■ **Exercise objective**: Select the lines of the records containing the word "hidden" and list them.

═════ Raw data

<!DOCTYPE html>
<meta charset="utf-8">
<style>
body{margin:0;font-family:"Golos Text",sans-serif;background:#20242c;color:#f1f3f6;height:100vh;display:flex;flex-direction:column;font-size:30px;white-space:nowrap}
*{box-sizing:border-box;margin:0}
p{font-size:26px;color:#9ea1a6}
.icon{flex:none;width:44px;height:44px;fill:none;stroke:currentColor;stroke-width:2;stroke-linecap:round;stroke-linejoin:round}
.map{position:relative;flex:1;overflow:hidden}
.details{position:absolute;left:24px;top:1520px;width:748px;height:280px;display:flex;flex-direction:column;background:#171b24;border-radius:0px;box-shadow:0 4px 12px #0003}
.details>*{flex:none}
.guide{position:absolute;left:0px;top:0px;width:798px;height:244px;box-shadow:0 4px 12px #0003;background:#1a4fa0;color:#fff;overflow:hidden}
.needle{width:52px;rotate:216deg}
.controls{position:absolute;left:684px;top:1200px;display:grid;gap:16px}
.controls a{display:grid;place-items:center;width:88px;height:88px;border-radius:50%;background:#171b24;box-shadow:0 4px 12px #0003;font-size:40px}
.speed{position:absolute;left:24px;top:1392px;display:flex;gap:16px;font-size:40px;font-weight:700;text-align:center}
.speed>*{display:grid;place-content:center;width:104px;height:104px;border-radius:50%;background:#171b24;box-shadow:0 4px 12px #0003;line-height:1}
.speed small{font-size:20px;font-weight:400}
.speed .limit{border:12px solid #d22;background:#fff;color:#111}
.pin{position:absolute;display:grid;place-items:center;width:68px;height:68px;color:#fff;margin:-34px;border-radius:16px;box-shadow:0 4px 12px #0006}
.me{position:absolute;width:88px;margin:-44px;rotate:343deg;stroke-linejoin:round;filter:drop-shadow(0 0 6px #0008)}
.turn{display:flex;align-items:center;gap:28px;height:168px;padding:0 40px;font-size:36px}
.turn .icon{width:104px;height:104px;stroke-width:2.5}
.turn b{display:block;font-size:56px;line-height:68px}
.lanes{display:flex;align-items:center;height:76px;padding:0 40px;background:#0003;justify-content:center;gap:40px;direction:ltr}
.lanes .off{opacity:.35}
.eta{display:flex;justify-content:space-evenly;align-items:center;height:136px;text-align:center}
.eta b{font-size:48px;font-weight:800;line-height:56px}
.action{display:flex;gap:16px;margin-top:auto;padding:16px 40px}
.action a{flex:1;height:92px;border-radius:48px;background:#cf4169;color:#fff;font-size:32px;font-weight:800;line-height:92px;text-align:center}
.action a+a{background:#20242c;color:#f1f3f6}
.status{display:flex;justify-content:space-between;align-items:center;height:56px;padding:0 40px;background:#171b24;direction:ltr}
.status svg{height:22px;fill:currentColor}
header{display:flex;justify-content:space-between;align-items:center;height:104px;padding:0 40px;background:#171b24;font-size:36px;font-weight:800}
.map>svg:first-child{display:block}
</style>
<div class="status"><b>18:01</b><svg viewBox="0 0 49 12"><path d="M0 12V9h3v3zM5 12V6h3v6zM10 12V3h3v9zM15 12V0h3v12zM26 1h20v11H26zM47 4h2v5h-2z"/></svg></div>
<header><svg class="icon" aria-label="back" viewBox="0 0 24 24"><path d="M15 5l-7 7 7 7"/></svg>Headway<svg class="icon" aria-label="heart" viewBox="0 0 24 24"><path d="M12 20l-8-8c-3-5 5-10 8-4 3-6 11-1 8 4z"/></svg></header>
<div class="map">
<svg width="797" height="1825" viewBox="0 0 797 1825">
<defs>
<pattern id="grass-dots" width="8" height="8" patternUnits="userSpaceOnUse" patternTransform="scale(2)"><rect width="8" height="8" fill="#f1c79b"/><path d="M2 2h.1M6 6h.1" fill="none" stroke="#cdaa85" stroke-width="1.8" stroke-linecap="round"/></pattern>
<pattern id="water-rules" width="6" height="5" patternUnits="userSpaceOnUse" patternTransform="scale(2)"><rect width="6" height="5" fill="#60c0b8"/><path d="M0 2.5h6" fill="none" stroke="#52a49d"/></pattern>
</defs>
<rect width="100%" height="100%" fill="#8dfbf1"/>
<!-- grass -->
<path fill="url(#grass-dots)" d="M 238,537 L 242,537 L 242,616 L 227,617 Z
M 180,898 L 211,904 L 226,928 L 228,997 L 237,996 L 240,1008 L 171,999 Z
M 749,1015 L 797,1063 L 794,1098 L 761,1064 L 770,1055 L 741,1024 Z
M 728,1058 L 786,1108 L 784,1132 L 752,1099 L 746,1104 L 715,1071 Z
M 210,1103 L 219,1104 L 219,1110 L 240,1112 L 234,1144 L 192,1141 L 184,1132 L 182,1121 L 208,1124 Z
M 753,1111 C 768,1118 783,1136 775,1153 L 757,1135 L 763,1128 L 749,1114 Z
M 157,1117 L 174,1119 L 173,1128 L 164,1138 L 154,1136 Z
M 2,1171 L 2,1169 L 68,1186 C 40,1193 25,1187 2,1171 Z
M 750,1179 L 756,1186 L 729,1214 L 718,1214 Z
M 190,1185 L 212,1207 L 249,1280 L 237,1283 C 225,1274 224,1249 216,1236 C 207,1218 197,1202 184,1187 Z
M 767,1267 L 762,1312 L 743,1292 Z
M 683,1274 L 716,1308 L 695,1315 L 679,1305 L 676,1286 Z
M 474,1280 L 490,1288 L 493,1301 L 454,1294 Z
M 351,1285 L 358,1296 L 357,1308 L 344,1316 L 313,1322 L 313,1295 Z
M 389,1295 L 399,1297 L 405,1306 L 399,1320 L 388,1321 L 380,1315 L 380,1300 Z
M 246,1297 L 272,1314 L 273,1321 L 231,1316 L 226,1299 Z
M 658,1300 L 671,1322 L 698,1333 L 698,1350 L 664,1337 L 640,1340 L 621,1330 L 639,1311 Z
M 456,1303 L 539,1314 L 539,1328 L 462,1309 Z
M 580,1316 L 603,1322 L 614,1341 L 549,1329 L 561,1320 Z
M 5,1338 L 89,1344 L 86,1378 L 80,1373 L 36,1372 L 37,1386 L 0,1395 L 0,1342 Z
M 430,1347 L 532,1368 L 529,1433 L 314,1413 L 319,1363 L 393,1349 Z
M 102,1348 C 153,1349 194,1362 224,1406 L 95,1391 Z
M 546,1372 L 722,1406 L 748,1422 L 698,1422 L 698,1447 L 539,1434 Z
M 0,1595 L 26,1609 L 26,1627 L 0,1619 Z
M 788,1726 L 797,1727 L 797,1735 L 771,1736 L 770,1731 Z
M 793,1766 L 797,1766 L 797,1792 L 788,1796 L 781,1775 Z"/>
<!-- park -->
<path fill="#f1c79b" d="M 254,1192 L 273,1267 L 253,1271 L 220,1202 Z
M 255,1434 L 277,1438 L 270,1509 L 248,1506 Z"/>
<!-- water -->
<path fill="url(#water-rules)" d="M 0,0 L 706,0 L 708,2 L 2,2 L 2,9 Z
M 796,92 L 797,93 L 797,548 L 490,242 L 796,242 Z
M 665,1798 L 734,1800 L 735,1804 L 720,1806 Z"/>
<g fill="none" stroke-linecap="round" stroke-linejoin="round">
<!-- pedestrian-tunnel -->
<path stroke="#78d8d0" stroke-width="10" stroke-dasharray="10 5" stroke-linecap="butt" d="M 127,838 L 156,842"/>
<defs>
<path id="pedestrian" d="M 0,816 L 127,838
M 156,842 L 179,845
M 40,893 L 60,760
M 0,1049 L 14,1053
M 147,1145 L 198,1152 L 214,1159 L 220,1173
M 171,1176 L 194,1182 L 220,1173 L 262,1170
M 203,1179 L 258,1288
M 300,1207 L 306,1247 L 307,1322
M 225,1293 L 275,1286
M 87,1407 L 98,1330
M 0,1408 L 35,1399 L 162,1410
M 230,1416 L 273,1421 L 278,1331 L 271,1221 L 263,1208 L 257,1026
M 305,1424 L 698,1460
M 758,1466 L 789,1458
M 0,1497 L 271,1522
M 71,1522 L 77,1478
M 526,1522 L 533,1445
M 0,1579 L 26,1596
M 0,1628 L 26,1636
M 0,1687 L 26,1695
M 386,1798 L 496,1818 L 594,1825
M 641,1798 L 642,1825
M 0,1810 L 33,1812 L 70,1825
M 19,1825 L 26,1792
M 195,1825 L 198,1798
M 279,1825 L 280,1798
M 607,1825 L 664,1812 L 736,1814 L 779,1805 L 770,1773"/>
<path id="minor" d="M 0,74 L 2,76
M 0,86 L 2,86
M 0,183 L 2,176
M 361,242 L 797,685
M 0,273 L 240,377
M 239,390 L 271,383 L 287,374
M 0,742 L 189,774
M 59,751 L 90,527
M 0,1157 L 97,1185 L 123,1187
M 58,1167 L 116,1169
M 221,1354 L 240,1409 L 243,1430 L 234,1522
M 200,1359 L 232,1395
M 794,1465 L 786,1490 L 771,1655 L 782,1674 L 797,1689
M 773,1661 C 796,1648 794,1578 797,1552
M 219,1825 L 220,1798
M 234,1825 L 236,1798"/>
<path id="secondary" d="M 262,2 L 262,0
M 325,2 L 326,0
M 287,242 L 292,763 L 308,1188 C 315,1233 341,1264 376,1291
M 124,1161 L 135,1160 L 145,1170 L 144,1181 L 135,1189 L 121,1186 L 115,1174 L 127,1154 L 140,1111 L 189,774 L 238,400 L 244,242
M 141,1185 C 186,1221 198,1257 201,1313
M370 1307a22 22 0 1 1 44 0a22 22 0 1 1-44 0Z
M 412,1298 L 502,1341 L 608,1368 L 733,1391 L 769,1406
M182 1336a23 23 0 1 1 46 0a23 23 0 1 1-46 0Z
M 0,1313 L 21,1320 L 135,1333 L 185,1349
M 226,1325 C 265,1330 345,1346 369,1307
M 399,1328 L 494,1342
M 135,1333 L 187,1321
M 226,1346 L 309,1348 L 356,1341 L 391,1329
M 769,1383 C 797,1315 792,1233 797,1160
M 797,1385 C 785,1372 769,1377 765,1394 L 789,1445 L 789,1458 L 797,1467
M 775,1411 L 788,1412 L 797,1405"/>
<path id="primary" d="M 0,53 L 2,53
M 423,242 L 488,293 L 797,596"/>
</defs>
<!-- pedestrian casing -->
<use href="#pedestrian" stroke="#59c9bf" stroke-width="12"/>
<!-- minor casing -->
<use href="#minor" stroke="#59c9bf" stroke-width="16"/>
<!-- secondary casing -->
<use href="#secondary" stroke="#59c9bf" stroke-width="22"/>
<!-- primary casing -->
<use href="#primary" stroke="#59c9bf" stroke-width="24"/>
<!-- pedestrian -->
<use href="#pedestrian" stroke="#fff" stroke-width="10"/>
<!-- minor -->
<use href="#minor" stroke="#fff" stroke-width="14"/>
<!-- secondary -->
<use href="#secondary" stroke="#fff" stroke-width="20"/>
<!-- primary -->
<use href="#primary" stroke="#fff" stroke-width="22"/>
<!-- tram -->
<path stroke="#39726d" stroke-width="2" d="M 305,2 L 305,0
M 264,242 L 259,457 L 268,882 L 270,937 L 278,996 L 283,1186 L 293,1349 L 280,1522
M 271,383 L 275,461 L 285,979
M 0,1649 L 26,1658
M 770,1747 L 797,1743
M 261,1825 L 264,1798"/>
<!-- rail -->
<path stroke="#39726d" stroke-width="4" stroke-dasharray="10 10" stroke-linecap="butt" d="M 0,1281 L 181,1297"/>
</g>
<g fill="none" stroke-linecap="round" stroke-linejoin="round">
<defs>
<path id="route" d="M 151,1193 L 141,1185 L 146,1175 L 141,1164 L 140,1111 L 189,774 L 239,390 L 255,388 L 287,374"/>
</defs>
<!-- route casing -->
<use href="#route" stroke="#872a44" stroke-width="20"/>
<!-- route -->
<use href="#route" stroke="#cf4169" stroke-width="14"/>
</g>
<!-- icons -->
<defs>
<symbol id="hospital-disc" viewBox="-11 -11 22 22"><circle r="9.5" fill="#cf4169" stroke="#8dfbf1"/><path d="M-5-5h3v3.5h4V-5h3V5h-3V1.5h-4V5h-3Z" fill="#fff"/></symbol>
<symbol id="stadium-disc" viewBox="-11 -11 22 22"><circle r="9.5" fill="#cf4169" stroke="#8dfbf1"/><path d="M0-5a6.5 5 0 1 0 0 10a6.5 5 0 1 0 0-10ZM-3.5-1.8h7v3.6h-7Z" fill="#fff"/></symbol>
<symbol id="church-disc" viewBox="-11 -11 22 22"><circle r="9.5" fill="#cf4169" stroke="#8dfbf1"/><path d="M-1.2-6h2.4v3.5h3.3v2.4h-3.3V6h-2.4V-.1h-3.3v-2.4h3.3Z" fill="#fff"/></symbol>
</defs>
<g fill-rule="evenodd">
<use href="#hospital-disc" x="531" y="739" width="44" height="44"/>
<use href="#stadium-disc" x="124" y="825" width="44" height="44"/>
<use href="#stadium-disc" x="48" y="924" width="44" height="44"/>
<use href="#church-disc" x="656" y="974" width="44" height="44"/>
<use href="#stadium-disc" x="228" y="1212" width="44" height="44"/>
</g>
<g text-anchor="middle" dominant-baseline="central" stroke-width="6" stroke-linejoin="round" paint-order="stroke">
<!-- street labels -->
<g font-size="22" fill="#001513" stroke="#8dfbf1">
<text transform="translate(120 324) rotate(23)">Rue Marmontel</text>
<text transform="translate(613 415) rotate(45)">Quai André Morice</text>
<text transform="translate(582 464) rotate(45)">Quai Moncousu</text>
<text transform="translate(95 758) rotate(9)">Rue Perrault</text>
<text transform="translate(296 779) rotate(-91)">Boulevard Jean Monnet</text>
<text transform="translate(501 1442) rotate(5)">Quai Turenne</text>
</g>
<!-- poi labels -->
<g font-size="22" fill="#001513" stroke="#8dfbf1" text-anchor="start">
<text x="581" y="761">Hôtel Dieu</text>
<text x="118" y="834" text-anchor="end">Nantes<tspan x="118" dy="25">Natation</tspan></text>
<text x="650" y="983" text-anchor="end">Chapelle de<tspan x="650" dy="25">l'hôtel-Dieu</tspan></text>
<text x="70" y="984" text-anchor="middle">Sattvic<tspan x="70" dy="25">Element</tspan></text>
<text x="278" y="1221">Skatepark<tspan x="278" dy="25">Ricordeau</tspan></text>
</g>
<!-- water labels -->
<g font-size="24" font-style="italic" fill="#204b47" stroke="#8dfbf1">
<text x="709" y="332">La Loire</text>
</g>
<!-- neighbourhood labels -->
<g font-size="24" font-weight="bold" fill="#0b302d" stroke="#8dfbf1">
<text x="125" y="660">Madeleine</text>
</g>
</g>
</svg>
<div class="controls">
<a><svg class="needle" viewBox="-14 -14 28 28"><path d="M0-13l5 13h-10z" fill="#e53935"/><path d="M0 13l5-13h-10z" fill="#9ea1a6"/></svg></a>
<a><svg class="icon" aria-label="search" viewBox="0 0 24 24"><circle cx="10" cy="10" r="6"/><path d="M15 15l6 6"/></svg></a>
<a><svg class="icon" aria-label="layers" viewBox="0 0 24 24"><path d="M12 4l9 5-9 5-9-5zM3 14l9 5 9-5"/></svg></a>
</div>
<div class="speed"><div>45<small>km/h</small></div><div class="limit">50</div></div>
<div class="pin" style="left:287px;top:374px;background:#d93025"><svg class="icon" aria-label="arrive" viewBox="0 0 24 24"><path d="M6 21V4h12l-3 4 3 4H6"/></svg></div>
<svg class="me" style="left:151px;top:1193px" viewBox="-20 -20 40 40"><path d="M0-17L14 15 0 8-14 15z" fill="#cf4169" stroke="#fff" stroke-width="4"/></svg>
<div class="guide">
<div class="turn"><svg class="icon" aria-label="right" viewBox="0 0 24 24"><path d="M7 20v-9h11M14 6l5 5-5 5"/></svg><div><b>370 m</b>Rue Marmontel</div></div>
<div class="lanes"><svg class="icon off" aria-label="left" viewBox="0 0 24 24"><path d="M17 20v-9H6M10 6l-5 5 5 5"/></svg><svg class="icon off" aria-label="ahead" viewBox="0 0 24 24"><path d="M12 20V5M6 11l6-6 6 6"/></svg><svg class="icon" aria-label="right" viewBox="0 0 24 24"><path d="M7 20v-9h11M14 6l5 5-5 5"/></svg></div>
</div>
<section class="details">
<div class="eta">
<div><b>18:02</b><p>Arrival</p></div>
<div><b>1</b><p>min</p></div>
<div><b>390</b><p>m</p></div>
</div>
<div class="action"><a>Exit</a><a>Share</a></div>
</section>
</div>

══════════

■ **Solution for this exercise**:
.map{position:relative;flex:1;overflow:hidden}
.guide{position:absolute;left:0px;top:0px;width:798px;height:244px;box-shadow:0 4px 12px #0003;background:#1a4fa0;color:#fff;overflow:hidden}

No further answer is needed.